> **TASK STATEMENT**
Scan the lines below for "function" and copy the matches.

[Stored data entries]

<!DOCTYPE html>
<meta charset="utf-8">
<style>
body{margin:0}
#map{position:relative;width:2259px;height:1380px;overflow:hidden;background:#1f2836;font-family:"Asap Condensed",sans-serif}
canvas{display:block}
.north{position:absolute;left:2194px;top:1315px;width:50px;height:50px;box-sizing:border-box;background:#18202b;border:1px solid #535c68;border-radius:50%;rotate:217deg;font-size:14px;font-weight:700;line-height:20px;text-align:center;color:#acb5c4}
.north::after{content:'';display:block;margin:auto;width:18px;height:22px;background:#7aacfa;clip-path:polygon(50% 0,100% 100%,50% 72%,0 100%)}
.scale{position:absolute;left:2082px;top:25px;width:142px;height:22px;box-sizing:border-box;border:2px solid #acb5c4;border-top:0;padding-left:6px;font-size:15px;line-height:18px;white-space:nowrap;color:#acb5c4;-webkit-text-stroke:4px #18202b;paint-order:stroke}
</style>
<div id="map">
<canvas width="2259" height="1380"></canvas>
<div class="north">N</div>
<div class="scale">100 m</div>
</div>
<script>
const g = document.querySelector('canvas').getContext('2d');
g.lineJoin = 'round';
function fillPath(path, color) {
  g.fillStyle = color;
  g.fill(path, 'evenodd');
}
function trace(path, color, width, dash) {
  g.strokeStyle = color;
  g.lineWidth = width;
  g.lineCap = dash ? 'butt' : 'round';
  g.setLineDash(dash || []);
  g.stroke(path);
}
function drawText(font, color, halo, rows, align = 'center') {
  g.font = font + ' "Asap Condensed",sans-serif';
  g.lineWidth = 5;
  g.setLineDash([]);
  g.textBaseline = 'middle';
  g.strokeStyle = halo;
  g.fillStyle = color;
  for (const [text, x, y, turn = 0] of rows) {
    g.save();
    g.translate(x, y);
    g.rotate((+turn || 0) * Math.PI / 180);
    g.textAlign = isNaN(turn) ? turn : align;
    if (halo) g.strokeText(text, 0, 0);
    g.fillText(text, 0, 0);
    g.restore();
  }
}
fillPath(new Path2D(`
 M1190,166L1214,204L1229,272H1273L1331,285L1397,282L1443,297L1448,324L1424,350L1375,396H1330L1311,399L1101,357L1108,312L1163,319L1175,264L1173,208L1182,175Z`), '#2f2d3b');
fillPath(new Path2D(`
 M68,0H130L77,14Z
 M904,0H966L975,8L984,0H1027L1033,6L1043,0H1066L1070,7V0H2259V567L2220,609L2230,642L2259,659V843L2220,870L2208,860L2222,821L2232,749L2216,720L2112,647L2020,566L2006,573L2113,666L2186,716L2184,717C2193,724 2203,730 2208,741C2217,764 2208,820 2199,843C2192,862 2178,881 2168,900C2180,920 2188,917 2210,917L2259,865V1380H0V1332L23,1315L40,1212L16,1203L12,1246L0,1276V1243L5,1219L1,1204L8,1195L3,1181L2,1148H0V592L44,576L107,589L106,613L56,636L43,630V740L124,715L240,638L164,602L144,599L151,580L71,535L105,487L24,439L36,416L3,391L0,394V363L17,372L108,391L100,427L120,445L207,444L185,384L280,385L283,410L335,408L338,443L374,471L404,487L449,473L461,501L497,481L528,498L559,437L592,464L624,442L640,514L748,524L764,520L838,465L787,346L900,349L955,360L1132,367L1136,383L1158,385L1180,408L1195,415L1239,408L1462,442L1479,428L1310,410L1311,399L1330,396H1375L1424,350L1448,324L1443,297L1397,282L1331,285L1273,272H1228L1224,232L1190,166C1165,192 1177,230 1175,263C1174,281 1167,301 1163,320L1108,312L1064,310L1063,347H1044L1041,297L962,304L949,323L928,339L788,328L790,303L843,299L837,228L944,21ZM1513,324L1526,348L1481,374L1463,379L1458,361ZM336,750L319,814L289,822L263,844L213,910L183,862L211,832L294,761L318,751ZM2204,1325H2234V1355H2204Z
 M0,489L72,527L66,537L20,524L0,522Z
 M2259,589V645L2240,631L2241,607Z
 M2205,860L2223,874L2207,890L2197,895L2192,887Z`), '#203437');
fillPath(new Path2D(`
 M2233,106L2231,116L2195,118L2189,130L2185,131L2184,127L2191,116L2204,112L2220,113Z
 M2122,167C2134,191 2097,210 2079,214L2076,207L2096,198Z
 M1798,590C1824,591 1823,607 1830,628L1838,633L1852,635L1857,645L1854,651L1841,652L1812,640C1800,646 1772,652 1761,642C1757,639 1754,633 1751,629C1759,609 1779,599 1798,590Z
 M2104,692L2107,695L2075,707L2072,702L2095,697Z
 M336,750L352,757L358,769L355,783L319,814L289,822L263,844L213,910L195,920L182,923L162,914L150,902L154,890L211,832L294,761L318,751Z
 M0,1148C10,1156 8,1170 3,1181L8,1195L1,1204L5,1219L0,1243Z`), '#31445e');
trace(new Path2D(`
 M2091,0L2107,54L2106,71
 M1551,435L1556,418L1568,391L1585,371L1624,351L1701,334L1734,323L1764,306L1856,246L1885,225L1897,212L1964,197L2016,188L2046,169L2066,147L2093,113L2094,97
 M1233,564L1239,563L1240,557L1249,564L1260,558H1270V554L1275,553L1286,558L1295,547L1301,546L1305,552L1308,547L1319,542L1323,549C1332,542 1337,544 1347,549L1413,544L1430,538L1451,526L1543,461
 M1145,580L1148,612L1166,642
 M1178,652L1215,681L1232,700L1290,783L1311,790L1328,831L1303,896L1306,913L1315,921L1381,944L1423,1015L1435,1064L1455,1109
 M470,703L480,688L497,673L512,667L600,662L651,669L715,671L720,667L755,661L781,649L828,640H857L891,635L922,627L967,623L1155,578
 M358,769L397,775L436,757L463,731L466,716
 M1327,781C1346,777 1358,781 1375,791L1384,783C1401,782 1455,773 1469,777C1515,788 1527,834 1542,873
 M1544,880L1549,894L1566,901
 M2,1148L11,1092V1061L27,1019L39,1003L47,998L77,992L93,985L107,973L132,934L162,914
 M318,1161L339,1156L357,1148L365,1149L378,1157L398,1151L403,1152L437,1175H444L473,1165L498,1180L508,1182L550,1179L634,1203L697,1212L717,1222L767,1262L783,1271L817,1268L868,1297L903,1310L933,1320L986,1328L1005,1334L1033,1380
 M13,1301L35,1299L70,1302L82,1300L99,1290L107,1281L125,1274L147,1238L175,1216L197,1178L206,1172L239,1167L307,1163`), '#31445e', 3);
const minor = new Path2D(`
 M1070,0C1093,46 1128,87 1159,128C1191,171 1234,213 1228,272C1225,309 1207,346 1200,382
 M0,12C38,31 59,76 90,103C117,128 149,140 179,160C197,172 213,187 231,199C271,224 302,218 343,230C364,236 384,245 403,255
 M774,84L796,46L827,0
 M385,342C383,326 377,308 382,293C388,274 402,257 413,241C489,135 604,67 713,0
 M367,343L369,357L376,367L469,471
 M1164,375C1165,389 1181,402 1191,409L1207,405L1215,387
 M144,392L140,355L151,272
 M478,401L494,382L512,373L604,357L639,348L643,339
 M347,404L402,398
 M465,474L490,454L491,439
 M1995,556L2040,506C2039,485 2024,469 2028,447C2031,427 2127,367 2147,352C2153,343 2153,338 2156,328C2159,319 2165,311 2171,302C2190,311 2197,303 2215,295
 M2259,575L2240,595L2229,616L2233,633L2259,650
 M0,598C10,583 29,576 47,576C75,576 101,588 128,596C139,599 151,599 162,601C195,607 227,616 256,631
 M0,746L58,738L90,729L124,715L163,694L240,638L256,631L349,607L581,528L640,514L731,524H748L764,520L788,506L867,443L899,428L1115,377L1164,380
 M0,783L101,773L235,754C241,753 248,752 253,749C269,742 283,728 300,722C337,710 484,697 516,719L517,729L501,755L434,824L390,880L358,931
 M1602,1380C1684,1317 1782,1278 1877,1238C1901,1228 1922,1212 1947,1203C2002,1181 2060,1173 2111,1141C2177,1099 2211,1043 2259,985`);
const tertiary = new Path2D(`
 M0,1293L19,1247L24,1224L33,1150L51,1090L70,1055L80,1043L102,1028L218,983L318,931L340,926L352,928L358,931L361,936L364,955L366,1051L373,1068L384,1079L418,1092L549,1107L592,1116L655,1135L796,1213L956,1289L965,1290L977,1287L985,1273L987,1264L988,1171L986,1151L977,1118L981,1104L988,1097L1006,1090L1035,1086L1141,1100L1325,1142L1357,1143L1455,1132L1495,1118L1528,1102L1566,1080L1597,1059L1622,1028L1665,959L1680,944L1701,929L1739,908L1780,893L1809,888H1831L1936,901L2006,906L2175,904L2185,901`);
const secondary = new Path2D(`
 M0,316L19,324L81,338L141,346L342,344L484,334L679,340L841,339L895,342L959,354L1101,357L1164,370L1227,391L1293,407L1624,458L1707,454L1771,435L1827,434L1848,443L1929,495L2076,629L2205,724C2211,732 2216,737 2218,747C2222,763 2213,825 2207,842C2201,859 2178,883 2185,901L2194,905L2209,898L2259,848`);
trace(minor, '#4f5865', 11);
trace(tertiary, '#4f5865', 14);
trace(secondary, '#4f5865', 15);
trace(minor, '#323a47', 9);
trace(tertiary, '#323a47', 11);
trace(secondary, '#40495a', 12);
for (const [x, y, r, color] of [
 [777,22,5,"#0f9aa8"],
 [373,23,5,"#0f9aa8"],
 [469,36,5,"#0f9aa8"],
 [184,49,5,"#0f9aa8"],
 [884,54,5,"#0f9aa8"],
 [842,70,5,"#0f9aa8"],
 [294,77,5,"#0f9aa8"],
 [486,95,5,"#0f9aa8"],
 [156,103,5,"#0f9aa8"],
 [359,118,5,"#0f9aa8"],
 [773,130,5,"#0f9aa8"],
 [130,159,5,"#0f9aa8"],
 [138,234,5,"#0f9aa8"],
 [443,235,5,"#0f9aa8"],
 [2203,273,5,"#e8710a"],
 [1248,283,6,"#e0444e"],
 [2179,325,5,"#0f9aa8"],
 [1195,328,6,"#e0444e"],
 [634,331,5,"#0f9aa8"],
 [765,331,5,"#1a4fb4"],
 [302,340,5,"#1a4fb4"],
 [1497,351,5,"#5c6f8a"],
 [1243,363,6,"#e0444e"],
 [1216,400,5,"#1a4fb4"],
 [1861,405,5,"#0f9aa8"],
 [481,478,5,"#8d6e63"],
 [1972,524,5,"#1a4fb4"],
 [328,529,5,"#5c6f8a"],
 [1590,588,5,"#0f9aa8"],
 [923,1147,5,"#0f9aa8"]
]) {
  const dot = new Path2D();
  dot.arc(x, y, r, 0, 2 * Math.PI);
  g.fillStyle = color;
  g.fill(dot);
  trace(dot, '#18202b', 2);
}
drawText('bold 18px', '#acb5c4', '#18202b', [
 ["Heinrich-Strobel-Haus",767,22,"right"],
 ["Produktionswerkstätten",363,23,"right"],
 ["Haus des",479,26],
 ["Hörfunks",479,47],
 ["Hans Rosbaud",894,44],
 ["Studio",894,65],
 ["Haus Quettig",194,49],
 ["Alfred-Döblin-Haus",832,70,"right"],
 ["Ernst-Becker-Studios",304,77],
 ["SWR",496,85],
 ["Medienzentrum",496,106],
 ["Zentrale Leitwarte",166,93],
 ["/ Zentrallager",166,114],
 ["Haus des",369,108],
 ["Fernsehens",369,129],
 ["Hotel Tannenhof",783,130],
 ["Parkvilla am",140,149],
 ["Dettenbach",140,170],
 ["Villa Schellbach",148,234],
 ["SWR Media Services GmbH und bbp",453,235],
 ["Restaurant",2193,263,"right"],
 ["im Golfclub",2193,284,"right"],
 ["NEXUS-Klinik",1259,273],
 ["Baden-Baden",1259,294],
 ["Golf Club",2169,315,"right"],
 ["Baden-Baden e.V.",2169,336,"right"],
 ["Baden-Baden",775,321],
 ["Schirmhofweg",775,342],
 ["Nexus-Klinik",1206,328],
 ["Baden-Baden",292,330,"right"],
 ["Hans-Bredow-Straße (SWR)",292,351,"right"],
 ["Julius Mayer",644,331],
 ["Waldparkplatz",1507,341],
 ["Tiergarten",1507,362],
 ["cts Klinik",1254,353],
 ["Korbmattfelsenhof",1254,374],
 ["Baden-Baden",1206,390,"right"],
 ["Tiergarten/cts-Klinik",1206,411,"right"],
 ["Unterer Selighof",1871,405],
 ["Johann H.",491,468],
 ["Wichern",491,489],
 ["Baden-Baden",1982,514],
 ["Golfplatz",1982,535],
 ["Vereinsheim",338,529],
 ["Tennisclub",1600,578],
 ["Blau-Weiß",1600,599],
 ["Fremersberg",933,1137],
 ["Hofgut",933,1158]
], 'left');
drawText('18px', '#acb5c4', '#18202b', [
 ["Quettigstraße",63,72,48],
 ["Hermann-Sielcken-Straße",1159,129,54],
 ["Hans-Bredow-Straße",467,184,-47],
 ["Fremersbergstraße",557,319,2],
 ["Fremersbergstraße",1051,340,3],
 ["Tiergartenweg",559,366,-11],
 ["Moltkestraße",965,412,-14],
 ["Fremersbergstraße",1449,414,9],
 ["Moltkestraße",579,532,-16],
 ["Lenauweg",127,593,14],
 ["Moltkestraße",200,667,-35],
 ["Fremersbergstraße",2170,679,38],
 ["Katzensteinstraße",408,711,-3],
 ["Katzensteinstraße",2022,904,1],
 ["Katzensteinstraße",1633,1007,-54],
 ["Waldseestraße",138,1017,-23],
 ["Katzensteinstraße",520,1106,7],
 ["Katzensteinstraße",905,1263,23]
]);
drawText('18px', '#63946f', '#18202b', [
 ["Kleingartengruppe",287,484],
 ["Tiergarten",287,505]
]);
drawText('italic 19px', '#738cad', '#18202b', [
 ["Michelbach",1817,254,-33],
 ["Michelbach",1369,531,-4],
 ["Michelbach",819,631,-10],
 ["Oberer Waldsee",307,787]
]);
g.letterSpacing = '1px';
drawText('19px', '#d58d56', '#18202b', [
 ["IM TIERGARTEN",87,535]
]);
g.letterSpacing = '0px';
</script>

> **SOLUTION TO THIS TASK**
function fillPath(path, color) {
function trace(path, color, width, dash) {
function drawText(font, color, halo, rows, align = 'center') {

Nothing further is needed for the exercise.